LITTLE ROCK -- A circuit court must reconsider the joint case of two inmates serving mandatory life terms in prison without parole for crimes they committed as juveniles, the Arkansas Supreme Court ruled Thursday.

In separate 5-2 majority rulings, the high court said the First Judicial Circuit Court improperly ordered resentencing last year for Aaron Hodge and James Grubbs before addressing probable cause by holding a hearing to determine that they were younger than 18 when they committed the crimes. The lower court had been considering whether they should receive new sentences in line with the U.S. Supreme Court's 2012 ruling that barred mandatory no-parole life sentences for juvenile offenders.

A hearing on age determination likely will happen this summer in the circuit court, according to Hodge's and Grubbs' attorney, Jeff Rosenzweig.

Hodge was convicted of capital murder in the 1995 shooting deaths of his stepfather, stepsister and mother. Grubbs was convicted of capital murder in the 1995 death of a classmate whose body was found bound, beaten and submerged in a creek.

The cases were heard in a joint oral argument before the state Supreme Court last month, but the justices issued separate opinions.

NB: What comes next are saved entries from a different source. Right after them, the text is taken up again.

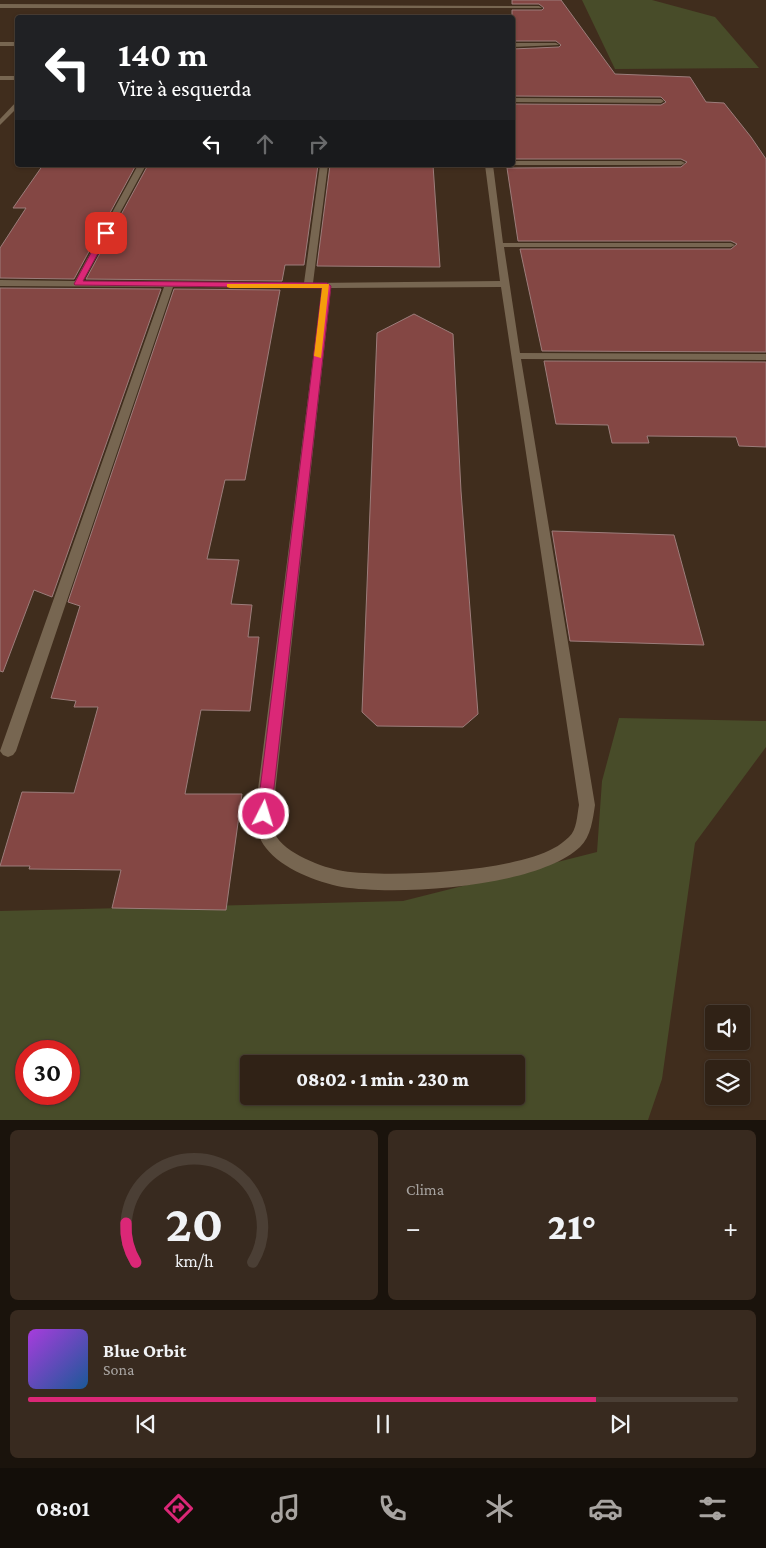 <!DOCTYPE html>
<html lang="pt">
<head>
<meta charset="utf-8">
<style>
	body { margin:0; font-family:"Crimson Pro",serif; background:#382a1f; color:#f1f3f6; height:100vh; display:flex; flex-direction:column; font-size:19px; white-space:nowrap }
	* { box-sizing:border-box; margin:0 }
	p { font-size:16px; color:#a8a4a1 }
	.icon { flex:none; width:28px; height:28px; fill:none; stroke:currentColor; stroke-width:2; stroke-linecap:round; stroke-linejoin:round }
	.map { position:relative; height:1120px; overflow:hidden }
	.details { display:flex; flex-direction:column; gap:10px; padding:10px; background:#1a130c; flex:1 }
	.details>* { flex:none }
	.banner { position:absolute; left:15px; top:15px; width:500px; height:152px; border-radius:5px; box-shadow:0 1px 4px #0004,0 0 0 1px #4b3f35; background:#202124; color:#fff; overflow:hidden }
	.tools { position:absolute; left:705px; top:1005px; display:grid; gap:10px }
	.tools a { display:grid; place-items:center; width:45px; height:45px; border-radius:5px; background:#302216; box-shadow:0 1px 4px #0004,0 0 0 1px #4b3f35; font-size:25px }
	.speed { position:absolute; left:15px; top:1040px; display:flex; gap:10px; font-size:25px; font-weight:700; text-align:center }
	.speed>* { display:grid; place-content:center; width:65px; height:65px; border-radius:50%; background:#302216; box-shadow:0 1px 4px #0004,0 0 0 1px #4b3f35; line-height:1 }
	.speed .limit { border:8px solid #d22; background:#fff; color:#111 }
	.pin { position:absolute; display:grid; place-items:center; width:42px; height:42px; color:#fff; margin:-21px; border-radius:10px; box-shadow:0 2px 8px #0006 }
	.me { position:absolute; width:55px; margin:-28px; rotate:5deg; stroke-linejoin:round; filter:drop-shadow(0 0 4px #0008) }
	.turn { display:flex; align-items:center; gap:18px; height:105px; padding:0 20px; font-size:22px }
	.turn .icon { width:65px; height:65px; stroke-width:2.5 }
	.turn b { display:block; font-size:35px; line-height:42px }
	.lanes { display:flex; align-items:center; height:48px; padding:0 20px; background:#0003; justify-content:center; gap:25px; direction:ltr }
	.lanes .off { opacity:.35 }
	.big { font-size:38px; font-weight:800; line-height:1.1 }
	.details .card { flex:1; display:flex; flex-direction:column; justify-content:center; gap:8px; min-width:0; padding:0 18px; border-radius:8px; background:#382a1f }
	.details .dial { align-items:center; gap:0 }
	.dial svg { height:130px; overflow:visible; fill:none; stroke:#4b3f35; stroke-width:7; stroke-linecap:round; text-anchor:middle }
	.dial text { fill:#f1f3f6; stroke:none }
	.song { display:flex; align-items:center; gap:15px }
	.cover { width:60px; height:60px; border-radius:8px; background:linear-gradient(135deg,hsl(280 70% 55%),hsl(210 70% 35%)) }
	.played { height:5px; border-radius:2px; background:linear-gradient(90deg,#db2777 80%,#4b3f35 80%) }
	.keys { display:flex; justify-content:space-around; direction:ltr }
	.heat { display:flex; justify-content:space-between; align-items:center; font-size:28px; direction:ltr }
	.details .tiles { flex:1; display:grid; gap:10px; grid-template-columns:1fr 1fr }
	.card:last-child { grid-column:span 2 }
	.trip { position:absolute; left:240px; top:1055px; width:285px; height:50px; border-radius:5px; background:#302216; box-shadow:0 1px 4px #0004,0 0 0 1px #4b3f35; font-weight:800; line-height:50px; text-align:center }
	.tabs { display:flex; height:80px; justify-content:space-around; align-items:center; background:#130e09; color:#a8a4a1 }
	.tabs .icon { width:35px; height:35px }
	.tabs .current { color:#db2777 }
	.tabs b { font-size:22px; color:#f1f3f6 }
	.map>svg:first-child { display:block }
</style>
</head>
<body>
<div class="map">
<svg width="766" height="1121" viewBox="0 0 766 1121">
	<rect width="100%" height="100%" fill="#402d1d"/>
	<g fill="#484c29" fill-rule="evenodd">
		<polygon points="582,0 652,0 715,17 759,68 615,69"/>
		<path d="M619,718L766,721V747L695,843L662,1079L648,1120H0V911L403,901L597,852L602,781ZM26,1051H69V1094H26ZM249,1064H516V1096H249Z"/>
	</g>
	<g fill="#844744" stroke="#9c7d7b">
		<polygon points="512,0 561,0 615,74 690,77 706,102 724,103 751,137 766,159 766,352 542,351 520,249 731,249 737,244 731,241 518,241 507,168 681,167 687,162 681,159 512,159 512,104 661,105 666,102 661,97 512,96 512,49 559,47 561,45 556,41 512,41 512,10 542,10 544,8 539,4 512,4"/>
		<polygon points="43,165 136,165 74,279 0,278 0,248 26,208 13,208"/>
		<polygon points="148,165 318,165 304,265 285,265 282,281 86,279"/>
		<polygon points="330,165 433,165 440,267 317,266"/>
		<polygon points="0,288 161,289 52,597 34,590 3,672 0,671"/>
		<polygon points="174,289 280,290 245,480 225,480 207,559 239,560 231,604 252,605 248,637 259,637 250,711 201,710 185,794 242,794 226,910 112,908 121,870 29,869 30,866 0,866 22,792 74,793 98,707 74,707 76,701 51,698 80,606 68,602"/>
		<polygon points="414,314 453,334 461,491 478,714 463,727 377,726 362,712 377,333"/>
		<polygon points="544,361 766,362 766,447 739,446 736,437 647,436 649,443 612,443 608,425 556,424"/>
		<polygon points="552,531 674,535 704,645 570,641"/>
	</g>
	<g fill="none" stroke-linecap="round" stroke-linejoin="round">
		<g fill="#776651" fill-rule="evenodd">
			<polygon points="0,4 539,6 542,8 0,8"/>
			<rect x="0" y="42" width="18" height="4"/>
			<polygon points="512,43 556,43 559,45 512,47"/>
			<rect x="0" y="76" width="18" height="4"/>
			<polygon points="512,98 661,99 664,101 661,103 512,102"/>
			<polygon points="18,100 18,107 0,125 0,119"/>
			<polygon points="512,161 681,161 685,163 681,165 512,165"/>
			<path d="M138,165H146L83,281L304,283L320,165H328L313,283L500,281L485,165H493L503,243H731L735,245L731,247H504L520,353L766,354V360L521,359L595,805C593,818 591,837 580,847C538,887 399,896 342,887C317,882 282,869 266,848C254,833 257,815 257,797L322,288L173,287L16,751L13,755L8,757L3,755L0,751L164,287L0,286V280L75,281ZM501,287L579,805C577,815 577,830 569,837C564,841 559,846 554,848C512,872 391,878 343,871C323,868 284,853 275,834C272,827 272,818 273,811L331,288Z"/>
		</g>
	</g>
	<polygon fill="#db2777" stroke="#8e194d" points="103,231 109,233 83,281 327,283 331,286 271,814 269,818 264,820 259,818 257,814 322,288 75,285 74,284"/>
	<polygon fill="#f59e0b" points="227,284 329,284 321,358 314,356 322,288 230,288 227,287"/>
</svg>
<div class="tools">
<a><svg class="icon" aria-label="sound" viewBox="0 0 24 24"><path d="M4 9h4l5-4v14l-5-4H4zM17 9q2 3 0 6"/></svg></a>
<a><svg class="icon" aria-label="layers" viewBox="0 0 24 24"><path d="M12 4l9 5-9 5-9-5zM3 14l9 5 9-5"/></svg></a>
</div>
<div class="speed"><div class="limit">30</div></div>
<div class="pin" style="left:106px;top:233px;background:#d93025"><svg class="icon" aria-label="arrive" viewBox="0 0 24 24"><path d="M6 21V4h12l-3 4 3 4H6"/></svg></div>
<svg class="me" style="left:264px;top:814px" viewBox="-20 -20 40 40"><circle r="17" fill="#db2777" stroke="#fff" stroke-width="3"/><path d="M0-11L8 9 0 5-8 9z" fill="#fff"/></svg>
<div class="trip">08:02 · 1 min · 230 m</div>
<div class="banner">
<div class="turn"><svg class="icon" aria-label="left" viewBox="0 0 24 24"><path d="M17 20v-9H6M10 6l-5 5 5 5"/></svg><div><b>140 m</b>Vire à esquerda</div></div>
<div class="lanes"><svg class="icon" aria-label="left" viewBox="0 0 24 24"><path d="M17 20v-9H6M10 6l-5 5 5 5"/></svg><svg class="icon off" aria-label="ahead" viewBox="0 0 24 24"><path d="M12 20V5M6 11l6-6 6 6"/></svg><svg class="icon off" aria-label="right" viewBox="0 0 24 24"><path d="M7 20v-9h11M14 6l5 5-5 5"/></svg></div>
</div>
</div>
<section class="details">
<div class="tiles">
<div class="card dial"><svg viewBox="0 0 100 80">
<path d="M14 69A42 42 0 1 1 86 69"/>
<path d="M14 69A42 42 0 0 1 8 45" stroke="#db2777"/>
<text x="50" y="56" font-size="32" font-weight="700">20</text>
<text x="50" y="72" font-size="11">km/h</text>
</svg></div>
<div class="card"><p>Clima</p>
<div class="heat"><a>−</a><b class="big">21°</b><a>+</a></div>
</div>
<div class="card">
<div class="song"><i class="cover"></i><div><b>Blue Orbit</b><p>Sona</p></div></div>
<div class="played"></div>
<div class="keys"><svg class="icon" aria-label="previous" viewBox="0 0 24 24"><path d="M18 5L8 12l10 7zM5 5v14"/></svg><svg class="icon" aria-label="pause" viewBox="0 0 24 24"><path d="M8 5v14M16 5v14"/></svg><svg class="icon" aria-label="next" viewBox="0 0 24 24"><path d="M6 5l10 7-10 7zM19 5v14"/></svg></div>
</div>
</div>
</section>
<nav class="tabs">
<b>08:01</b>
<svg class="icon current" aria-label="directions" viewBox="0 0 24 24"><path d="M12 3l9 9-9 9-9-9zM9 14v-3h6M13 9l2 2-2 2"/></svg>
<svg class="icon" aria-label="music" viewBox="0 0 24 24"><path d="M9 18V5l10-2v13"/><circle cx="6" cy="18" r="3"/><circle cx="16" cy="16" r="3"/></svg>
<svg class="icon" aria-label="phone" viewBox="0 0 24 24"><path d="M5 4h4l2 5-3 2q2 4 5 5l2-3 5 2v4C11 20 4 13 5 4z"/></svg>
<svg class="icon" aria-label="climate" viewBox="0 0 24 24"><path d="M12 3v18M4 7l16 10M4 17L20 7"/></svg>
<svg class="icon" aria-label="car" viewBox="0 0 24 24"><path d="M5 17H2v-5l4-1 3-4h7l3 4 3 1v5h-3M9 17h6M6 11h13"/><circle cx="7" cy="17" r="2"/><circle cx="17" cy="17" r="2"/></svg>
<svg class="icon" aria-label="filters" viewBox="0 0 24 24"><path d="M4 7h16M4 17h16"/><circle cx="9" cy="7" r="2"/><circle cx="15" cy="17" r="2"/></svg>
</nav>
</body>
</html> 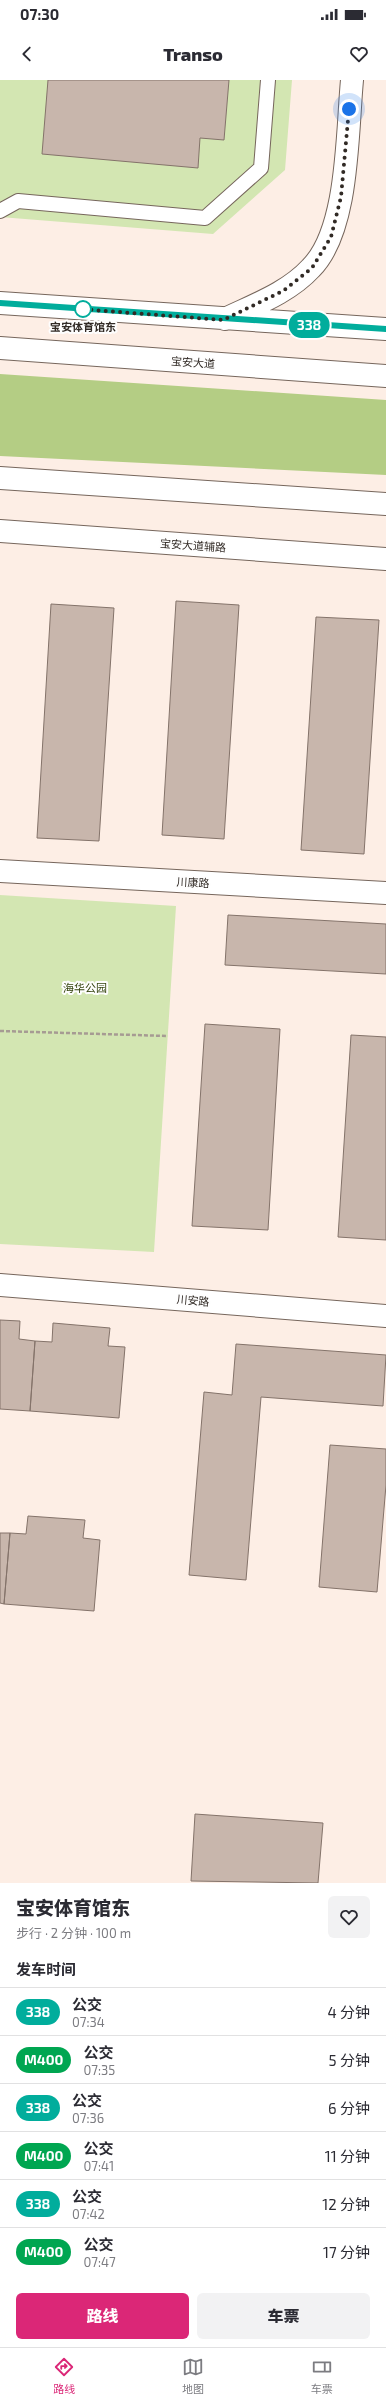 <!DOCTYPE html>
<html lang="zh">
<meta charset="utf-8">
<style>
body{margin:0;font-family:"Exo 2","Noto Sans SC",sans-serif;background:#f2f2f3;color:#2b2b33;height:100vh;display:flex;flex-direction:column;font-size:15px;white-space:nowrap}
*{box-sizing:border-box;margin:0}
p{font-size:13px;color:#7c7c81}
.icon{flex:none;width:22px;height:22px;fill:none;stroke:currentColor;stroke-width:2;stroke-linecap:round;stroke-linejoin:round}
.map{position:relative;height:1803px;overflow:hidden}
.details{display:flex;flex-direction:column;background:#fff;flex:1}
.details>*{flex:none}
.badge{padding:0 8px;border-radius:13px;font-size:14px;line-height:26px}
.you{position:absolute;width:20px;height:20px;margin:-10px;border:3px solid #fff;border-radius:50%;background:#1a73e8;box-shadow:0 0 0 6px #1a73e833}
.map>.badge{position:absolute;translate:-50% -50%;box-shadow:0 0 0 2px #fff}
h2{padding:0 16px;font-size:15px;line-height:36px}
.round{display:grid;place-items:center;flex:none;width:42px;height:42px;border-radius:6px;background:#f2f2f3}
.headline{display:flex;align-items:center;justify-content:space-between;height:68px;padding:0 16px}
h1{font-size:19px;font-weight:800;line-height:30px}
.primary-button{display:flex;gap:8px;margin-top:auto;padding:8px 16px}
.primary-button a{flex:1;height:46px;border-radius:6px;background:#db2777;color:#fff;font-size:16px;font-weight:800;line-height:46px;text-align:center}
.primary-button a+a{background:#f2f2f3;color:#2b2b33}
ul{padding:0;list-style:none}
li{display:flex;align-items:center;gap:12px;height:48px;padding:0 16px;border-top:1px solid #e1e1e2}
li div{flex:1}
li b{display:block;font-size:15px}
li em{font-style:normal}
li .badge{min-width:44px;font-weight:700;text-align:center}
.status{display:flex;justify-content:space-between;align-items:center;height:28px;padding:0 20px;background:#fff;direction:ltr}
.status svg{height:11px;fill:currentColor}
header{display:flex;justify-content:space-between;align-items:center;height:52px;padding:0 16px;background:#fff;font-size:18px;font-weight:800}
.tabs{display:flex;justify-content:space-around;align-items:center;height:56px;border-top:1px solid #e1e1e2;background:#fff;font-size:11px;color:#7c7c81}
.tabs a{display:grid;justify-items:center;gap:2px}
.tabs .selected{color:#db2777}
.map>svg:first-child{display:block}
</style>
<div class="status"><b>07:30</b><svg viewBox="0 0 49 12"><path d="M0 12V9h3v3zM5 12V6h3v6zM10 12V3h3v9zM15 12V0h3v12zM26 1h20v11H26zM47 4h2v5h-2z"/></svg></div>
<header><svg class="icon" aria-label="back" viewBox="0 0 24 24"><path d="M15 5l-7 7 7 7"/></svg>Transo<svg class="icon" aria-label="heart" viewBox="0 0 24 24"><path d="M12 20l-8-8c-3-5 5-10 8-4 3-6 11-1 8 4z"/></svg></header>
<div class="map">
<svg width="386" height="1803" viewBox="0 0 386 1803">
<rect width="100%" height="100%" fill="#fdeee5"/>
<path fill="#d3e6b2" d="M 0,0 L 292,0 L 285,90 L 213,154 L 0,137 Z
M 0,815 L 176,826 L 154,1172 L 0,1164 Z"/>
<path fill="#b4cd84" d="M 0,294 L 386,320 L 386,395 L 0,376 Z"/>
<path fill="#c8b6ac" stroke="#84736a" d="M 48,0 L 229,0 L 224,60 L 200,58 L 198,88 L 42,74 Z
M 176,521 L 239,525 L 224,759 L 162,755 Z
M 51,524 L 114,528 L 99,761 L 37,758 Z
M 316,537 L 379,540 L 364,774 L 301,770 Z
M 228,835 L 386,844 L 386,894 L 225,885 Z
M 205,944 L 280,949 L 268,1150 L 192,1146 Z
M 351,955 L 386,957 L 386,1160 L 338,1157 Z
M 0,1240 L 20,1241 L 19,1259 L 35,1261 L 30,1331 L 0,1329 Z
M 53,1243 L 110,1248 L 108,1266 L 125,1267 L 119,1338 L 30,1331 L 35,1261 L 52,1262 Z
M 236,1264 L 386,1275 L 383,1326 L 261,1317 L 246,1500 L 189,1495 L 204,1312 L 232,1315 Z
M 330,1365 L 386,1369 L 386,1405 L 377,1512 L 319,1507 Z
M 28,1436 L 85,1440 L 83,1458 L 100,1460 L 94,1531 L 4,1524 L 10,1453 L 26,1454 Z
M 0,1453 L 10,1453 L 4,1524 L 0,1523 Z
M 195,1734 L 323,1743 L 318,1803 L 191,1801 Z"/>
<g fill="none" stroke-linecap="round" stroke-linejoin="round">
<defs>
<path id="service" d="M 0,131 L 18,121 L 205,138 L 261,88 L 268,0"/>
<path id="minor" d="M 0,791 L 386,813
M 0,1205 L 386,1236"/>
<path id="secondary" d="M 0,223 L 386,249
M 225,239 C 254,225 288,213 311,188 C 349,150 347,52 352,0
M 0,451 L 386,479"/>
<path id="primary" d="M 0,268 L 386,296
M 0,398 L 386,424"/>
</defs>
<use href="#service" stroke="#76665c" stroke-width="16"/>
<use href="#minor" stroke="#76665c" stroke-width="24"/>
<use href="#secondary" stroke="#76665c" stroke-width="24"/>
<use href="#primary" stroke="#76665c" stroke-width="24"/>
<path stroke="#a69b93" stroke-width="2.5" stroke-dasharray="4 2" stroke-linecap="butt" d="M 0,951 L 168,956"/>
<use href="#service" stroke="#fff" stroke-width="14"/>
<use href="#minor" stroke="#fff" stroke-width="22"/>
<use href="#secondary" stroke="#fff" stroke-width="22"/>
<use href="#primary" stroke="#fff" stroke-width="22"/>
</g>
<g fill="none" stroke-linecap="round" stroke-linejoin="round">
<defs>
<path id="line" d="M 0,223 L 386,249"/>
</defs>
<use href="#line" stroke="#fff" stroke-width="9"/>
<use href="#line" stroke="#01ad9c" stroke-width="6"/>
<path stroke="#312a25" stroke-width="4" stroke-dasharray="0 7.2" d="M 83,229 L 80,229 L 223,240 L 283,211 L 312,188 L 331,157 L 341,117 L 349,29"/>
</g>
<circle fill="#fff" stroke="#01ad9c" stroke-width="2" cx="83" cy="229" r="8"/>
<g text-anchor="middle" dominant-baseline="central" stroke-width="4" stroke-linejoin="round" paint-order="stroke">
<g font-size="11" font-weight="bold" fill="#312a25" stroke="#fefefe">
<text x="83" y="246">宝安体育馆东</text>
</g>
<g font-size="11" fill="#312a25" stroke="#fefefe">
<text transform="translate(193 282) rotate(4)">宝安大道</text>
<text transform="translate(193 465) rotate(4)">宝安大道辅路</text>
<text transform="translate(193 802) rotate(3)">川康路</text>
<text transform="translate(193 1220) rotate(5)">川安路</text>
</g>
<g font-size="11" fill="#35440f" stroke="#fefefe">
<text x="85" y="907">海华公园</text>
</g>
</g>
</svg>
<div class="you" style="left:349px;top:29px"></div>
<b class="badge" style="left:309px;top:245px;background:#01ad9c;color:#fff">338</b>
</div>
<section class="details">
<div class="headline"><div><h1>宝安体育馆东</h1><p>步行 · 2 分钟 · 100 m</p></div><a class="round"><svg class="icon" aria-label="heart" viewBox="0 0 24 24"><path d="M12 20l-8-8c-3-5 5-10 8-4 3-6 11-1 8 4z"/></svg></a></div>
<h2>发车时间</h2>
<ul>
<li><span class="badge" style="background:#01ad9c;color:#fff">338</span><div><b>公交</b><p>07:34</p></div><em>4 分钟</em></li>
<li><span class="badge" style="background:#00a651;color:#fff">M400</span><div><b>公交</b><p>07:35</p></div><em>5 分钟</em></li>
<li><span class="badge" style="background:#01ad9c;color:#fff">338</span><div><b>公交</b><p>07:36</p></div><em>6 分钟</em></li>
<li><span class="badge" style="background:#00a651;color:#fff">M400</span><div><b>公交</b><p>07:41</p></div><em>11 分钟</em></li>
<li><span class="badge" style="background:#01ad9c;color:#fff">338</span><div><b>公交</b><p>07:42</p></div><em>12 分钟</em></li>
<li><span class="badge" style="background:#00a651;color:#fff">M400</span><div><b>公交</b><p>07:47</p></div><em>17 分钟</em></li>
</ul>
<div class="primary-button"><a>路线</a><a>车票</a></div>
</section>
<nav class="tabs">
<a class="selected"><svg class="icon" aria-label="directions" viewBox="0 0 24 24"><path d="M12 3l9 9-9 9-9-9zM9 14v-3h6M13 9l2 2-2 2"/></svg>路线</a>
<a><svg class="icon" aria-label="map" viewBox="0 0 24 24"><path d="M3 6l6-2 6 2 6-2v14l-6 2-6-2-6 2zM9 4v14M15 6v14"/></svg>地图</a>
<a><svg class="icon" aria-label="tickets" viewBox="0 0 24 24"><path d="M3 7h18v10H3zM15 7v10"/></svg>车票</a>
</nav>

During the previous circuit court hearing, Rosenzweig said, the attorney general's counsel said it didn't dispute the men's ages, and Circuit Court Judge L. T. Simes took that as a concession that the men were the correct age when he ruled on retroactivity.

Judd Deere, a spokesman for Arkansas Attorney General Leslie Rutledge, said regardless of the inmates' ages, the office argued that the lower court erred because the hearing to verify the ages was not held.

Associate Justice Rhonda K. Wood argued in the dissenting opinions that the majority inappropriately based its ruling the court's Hobbs v. Gordon ruling.

In that case, the high court similarly sent inmate Ulonzo Gordon's retroactivity appeal back to circuit court for a probable cause hearing to determine age. Wood wrote there was a "legitimate dispute" because of an error in Gordon's records, but no such dispute exists for Grubbs or Hodge.

Rosenzweig, who also represents Gordon, said the lower court settled the age dispute in Gordon's favor.

"That (Gordon case) is in the basket at the (Arkansas) Supreme Court with the state appealing on the issue of retroactivity," he said, noting that the decision the court makes in that case would likely affect Grubbs, Hodge and the more than 50 other inmates serving similar sentences in Arkansas.

The U.S. Supreme Court has agreed to hear a Louisiana case arguing in favor of retroactivity later this year.